Windows 7 Enterprise is the most cost-effective solution for a massive school district upgrade and thin-client rollout.


    Pop quiz: how is a school district different from a Fortune 500 enterprise?

    Answer: it’s not. Well, okay, school districts aren’t trying to turn a profit, but from an operations standpoint, a district works about the same as a big business. There’s a large-scale IT infrastructure that serves thousands—if not tens of thousands—of “employees,” and a need for bulletproof security, reliability, and usability.

    Consequently,  it’s worth studying the recent migration efforts of the San Diego Unified School District, the second-largest in California with around 132,000 students and more than 6,600 teachers.

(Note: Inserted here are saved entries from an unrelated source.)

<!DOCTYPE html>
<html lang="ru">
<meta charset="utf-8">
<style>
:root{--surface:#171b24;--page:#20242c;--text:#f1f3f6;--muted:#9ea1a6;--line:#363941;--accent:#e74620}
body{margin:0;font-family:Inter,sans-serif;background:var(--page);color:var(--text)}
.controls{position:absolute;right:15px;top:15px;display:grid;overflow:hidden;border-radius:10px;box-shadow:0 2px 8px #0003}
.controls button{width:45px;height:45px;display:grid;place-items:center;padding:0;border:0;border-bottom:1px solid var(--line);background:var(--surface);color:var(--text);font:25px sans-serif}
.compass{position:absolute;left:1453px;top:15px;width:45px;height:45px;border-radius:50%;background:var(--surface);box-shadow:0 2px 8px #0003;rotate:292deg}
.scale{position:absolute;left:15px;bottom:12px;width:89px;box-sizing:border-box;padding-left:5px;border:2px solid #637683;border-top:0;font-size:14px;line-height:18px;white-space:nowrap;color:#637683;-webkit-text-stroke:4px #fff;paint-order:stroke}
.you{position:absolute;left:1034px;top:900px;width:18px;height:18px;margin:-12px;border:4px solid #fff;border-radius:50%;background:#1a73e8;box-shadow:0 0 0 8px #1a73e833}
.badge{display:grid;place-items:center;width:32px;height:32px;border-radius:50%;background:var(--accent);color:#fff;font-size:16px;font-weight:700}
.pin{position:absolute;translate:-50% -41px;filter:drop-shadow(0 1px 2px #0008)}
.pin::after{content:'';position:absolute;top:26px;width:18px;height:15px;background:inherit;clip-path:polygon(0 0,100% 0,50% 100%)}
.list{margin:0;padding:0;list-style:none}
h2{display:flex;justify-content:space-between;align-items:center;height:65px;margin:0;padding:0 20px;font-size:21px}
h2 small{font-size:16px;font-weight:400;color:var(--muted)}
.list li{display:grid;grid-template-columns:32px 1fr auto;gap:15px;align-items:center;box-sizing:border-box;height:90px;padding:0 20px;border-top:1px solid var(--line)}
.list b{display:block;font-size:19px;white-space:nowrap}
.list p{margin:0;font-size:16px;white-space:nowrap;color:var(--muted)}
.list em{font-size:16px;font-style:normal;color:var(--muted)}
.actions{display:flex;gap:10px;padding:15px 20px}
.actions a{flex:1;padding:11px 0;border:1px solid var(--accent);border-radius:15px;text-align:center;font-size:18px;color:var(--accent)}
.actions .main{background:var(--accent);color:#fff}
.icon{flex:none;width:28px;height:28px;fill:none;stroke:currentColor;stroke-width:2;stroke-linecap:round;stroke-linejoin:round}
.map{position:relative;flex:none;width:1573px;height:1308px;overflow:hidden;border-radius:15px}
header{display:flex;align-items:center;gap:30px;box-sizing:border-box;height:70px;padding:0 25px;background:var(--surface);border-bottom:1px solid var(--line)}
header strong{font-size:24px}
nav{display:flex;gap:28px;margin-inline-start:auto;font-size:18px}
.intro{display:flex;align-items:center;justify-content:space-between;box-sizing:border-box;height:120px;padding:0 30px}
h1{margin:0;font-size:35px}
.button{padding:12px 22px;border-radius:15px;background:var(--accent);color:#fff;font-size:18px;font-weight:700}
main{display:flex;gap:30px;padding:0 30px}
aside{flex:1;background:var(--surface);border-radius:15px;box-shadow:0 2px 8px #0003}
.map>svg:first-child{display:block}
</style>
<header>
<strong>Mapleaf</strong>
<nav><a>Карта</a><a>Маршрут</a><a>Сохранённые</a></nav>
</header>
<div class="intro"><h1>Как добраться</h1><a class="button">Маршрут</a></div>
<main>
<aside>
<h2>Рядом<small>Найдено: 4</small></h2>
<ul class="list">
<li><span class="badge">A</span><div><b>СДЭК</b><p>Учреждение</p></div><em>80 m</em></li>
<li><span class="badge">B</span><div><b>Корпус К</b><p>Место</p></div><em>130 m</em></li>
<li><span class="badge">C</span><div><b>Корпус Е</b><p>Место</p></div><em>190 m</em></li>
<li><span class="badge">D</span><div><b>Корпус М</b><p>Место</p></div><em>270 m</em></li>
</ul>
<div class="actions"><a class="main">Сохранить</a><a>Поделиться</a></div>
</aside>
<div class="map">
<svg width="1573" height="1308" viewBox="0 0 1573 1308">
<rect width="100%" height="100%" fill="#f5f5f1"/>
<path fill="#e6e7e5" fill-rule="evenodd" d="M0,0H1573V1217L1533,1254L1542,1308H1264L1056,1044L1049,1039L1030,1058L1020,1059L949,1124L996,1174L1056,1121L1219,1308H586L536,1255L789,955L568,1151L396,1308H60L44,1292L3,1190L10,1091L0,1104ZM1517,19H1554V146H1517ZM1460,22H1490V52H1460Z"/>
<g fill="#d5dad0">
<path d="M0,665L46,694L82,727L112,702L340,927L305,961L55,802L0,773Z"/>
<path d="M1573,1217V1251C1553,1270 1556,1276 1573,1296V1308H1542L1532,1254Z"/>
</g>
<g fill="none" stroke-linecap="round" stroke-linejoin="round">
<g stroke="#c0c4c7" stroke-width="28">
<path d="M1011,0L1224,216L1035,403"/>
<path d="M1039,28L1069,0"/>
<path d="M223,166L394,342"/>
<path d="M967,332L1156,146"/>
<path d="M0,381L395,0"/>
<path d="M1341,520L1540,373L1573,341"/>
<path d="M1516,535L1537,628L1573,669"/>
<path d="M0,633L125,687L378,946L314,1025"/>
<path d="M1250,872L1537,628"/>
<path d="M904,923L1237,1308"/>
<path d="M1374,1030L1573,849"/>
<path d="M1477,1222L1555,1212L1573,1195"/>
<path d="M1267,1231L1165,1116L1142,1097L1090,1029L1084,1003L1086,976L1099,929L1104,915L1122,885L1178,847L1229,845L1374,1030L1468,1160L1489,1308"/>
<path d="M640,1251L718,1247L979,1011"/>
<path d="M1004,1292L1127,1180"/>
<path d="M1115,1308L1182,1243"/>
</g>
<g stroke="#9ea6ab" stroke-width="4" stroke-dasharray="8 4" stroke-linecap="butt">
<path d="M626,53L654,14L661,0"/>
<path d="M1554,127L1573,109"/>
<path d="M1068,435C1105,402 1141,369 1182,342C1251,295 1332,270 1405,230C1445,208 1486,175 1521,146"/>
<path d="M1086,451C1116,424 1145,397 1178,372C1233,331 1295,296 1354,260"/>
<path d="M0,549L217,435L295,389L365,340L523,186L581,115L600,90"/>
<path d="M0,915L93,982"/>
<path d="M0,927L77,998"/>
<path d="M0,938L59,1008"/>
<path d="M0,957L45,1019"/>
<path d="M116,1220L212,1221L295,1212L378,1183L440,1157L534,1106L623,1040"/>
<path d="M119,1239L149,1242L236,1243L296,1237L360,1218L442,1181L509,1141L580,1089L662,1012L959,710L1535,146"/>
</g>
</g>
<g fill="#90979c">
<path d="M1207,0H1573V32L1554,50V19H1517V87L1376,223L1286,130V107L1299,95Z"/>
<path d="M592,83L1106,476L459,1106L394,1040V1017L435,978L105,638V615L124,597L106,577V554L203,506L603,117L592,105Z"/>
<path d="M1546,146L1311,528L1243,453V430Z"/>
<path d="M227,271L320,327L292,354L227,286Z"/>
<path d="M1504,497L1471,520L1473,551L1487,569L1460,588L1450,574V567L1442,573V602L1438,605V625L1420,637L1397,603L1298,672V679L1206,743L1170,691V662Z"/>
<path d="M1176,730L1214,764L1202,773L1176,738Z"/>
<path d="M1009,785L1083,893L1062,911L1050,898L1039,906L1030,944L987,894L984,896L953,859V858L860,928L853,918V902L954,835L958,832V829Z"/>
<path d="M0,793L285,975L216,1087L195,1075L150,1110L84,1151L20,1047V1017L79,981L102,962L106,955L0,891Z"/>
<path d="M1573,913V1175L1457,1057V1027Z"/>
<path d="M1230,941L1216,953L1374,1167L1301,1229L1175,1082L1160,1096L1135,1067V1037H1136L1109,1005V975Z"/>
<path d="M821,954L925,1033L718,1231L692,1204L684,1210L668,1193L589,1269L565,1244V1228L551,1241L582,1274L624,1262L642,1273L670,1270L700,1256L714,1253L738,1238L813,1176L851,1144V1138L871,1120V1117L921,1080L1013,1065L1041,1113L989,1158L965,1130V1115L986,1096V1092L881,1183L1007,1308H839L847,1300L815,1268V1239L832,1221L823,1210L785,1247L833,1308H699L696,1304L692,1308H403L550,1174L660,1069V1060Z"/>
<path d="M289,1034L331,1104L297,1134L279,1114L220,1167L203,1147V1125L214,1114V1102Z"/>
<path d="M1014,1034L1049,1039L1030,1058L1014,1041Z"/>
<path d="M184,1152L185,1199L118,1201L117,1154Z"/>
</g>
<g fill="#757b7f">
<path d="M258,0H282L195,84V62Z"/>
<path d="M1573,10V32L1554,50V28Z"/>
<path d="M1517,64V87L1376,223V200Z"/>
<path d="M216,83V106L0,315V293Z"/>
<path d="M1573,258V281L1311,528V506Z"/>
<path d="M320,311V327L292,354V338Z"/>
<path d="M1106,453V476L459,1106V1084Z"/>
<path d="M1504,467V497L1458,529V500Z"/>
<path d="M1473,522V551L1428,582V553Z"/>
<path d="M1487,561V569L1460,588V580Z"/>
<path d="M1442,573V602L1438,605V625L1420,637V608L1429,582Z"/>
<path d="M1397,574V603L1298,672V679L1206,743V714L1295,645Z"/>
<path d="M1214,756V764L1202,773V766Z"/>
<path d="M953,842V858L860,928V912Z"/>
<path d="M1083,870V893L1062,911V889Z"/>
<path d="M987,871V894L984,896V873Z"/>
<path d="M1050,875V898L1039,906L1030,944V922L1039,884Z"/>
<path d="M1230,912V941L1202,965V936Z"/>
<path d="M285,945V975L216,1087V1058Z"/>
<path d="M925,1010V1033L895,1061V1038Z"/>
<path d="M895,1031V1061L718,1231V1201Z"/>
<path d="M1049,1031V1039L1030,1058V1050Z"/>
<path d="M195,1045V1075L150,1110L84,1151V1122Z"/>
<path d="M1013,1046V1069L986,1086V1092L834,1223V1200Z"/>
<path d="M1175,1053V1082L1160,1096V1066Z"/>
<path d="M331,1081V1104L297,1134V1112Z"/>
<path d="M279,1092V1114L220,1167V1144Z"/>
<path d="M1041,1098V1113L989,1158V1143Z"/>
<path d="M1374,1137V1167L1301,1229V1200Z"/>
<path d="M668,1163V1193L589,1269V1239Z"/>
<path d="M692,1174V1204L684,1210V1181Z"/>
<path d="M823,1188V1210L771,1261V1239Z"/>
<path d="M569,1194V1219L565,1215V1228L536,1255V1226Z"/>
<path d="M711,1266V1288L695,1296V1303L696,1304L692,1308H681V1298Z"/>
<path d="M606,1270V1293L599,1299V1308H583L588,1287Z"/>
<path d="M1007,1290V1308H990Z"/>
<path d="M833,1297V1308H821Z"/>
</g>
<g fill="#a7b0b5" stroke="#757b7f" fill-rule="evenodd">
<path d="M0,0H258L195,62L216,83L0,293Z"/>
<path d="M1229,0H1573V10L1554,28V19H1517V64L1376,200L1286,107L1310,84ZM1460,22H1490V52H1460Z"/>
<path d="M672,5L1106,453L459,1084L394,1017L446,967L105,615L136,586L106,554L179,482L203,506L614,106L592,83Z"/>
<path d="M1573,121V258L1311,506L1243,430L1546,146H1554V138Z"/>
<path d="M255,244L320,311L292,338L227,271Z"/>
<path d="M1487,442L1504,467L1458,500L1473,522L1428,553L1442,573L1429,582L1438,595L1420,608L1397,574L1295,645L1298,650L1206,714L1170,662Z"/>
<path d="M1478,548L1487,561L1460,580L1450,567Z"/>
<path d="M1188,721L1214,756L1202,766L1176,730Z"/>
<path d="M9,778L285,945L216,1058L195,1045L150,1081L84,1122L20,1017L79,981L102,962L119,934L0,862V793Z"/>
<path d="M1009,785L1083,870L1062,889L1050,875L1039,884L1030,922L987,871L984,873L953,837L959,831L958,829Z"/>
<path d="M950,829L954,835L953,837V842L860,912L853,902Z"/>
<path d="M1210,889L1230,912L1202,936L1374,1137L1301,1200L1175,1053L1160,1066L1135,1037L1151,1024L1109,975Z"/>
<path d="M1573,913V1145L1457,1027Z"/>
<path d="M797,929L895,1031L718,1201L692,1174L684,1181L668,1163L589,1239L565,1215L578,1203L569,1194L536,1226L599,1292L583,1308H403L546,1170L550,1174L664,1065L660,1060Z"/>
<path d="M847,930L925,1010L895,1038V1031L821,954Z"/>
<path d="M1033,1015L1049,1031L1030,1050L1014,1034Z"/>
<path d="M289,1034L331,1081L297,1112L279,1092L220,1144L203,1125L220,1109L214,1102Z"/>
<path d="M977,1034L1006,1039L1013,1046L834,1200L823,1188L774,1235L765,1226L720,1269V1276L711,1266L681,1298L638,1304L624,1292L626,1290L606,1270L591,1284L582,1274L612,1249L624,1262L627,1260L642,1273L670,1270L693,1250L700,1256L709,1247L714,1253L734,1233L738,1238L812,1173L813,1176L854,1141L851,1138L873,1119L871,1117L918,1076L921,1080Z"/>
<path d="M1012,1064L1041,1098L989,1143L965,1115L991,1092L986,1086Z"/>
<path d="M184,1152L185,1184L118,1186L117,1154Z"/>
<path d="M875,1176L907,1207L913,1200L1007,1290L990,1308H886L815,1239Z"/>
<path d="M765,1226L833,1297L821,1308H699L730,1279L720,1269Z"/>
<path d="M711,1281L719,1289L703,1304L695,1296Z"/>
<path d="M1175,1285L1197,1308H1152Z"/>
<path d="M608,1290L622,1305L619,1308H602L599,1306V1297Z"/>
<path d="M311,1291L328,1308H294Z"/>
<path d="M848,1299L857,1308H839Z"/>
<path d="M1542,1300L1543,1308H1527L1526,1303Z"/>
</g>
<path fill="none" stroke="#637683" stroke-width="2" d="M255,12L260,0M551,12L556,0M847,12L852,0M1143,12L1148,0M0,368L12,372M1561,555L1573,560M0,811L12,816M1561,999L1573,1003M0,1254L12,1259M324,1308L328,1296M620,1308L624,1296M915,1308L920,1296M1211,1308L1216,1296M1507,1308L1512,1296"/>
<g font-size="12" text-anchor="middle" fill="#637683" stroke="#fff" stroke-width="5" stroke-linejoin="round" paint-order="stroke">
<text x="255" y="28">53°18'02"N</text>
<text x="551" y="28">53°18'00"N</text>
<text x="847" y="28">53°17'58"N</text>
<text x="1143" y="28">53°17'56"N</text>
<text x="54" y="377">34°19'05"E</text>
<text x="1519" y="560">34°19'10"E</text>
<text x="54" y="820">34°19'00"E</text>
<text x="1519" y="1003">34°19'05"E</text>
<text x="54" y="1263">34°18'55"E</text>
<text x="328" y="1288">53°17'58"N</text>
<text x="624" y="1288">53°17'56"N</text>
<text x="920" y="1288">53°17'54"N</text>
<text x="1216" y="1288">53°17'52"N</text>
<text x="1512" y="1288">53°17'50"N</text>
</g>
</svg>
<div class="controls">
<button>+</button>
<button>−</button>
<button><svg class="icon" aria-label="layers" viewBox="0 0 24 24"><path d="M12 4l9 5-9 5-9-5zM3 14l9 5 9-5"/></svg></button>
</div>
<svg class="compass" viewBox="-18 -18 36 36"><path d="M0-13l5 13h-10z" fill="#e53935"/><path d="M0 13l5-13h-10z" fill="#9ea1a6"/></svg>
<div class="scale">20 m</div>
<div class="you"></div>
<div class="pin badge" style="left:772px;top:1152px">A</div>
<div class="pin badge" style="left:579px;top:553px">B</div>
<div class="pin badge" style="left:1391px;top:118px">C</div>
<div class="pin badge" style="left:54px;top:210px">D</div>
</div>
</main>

The district had two primary goals: to bring technology students already know into the classroom, and to support the professional development of its teachers.

    Oh, and one more thing, as noted in the San Diego Unified School District Case Study:

     The school district needs a reliable operating system. “We need something that just works. If the technology doesn’t work, or is slow to perform, teachers won’t use it. There’s no point in making efforts to bring technology to the classroom if it’s unreliable or slow,” says [Chief Information and Technology Officer Darryl] LaGace. Specifically, the school district wanted to improve startup and logon times for computers. “On a good day, computers can take six minutes or more to start up—that’s unacceptable. With that kind of unreliability, teachers and students alike abandon the technology because they don’t have the time or the patience to wait or to call technical support for assistance in the middle of class,” continues LaGace.

    As part of a five-year initiative, the district began rolling out Windows Server 2008 R2 and Windows 7 Enterprise on netbooks and tablets, which it found to be the most cost-effective solution for the student population. Likewise, it installed 11,000 thin-client PCs at the elementary-school level.

    Here’s the part of the study I really like: The district is using Server 2008’s Active Directory and Remote Desktop Services to push software to the students’ PCs.

    See the parallels between a school district and a big business? Among the benefits San Diego has reported are significantly faster log-on times, an increase in the number of deployed systems without a concurrent increase in IT-management costs, and vastly improved security.

    Okay, class: go study this case study.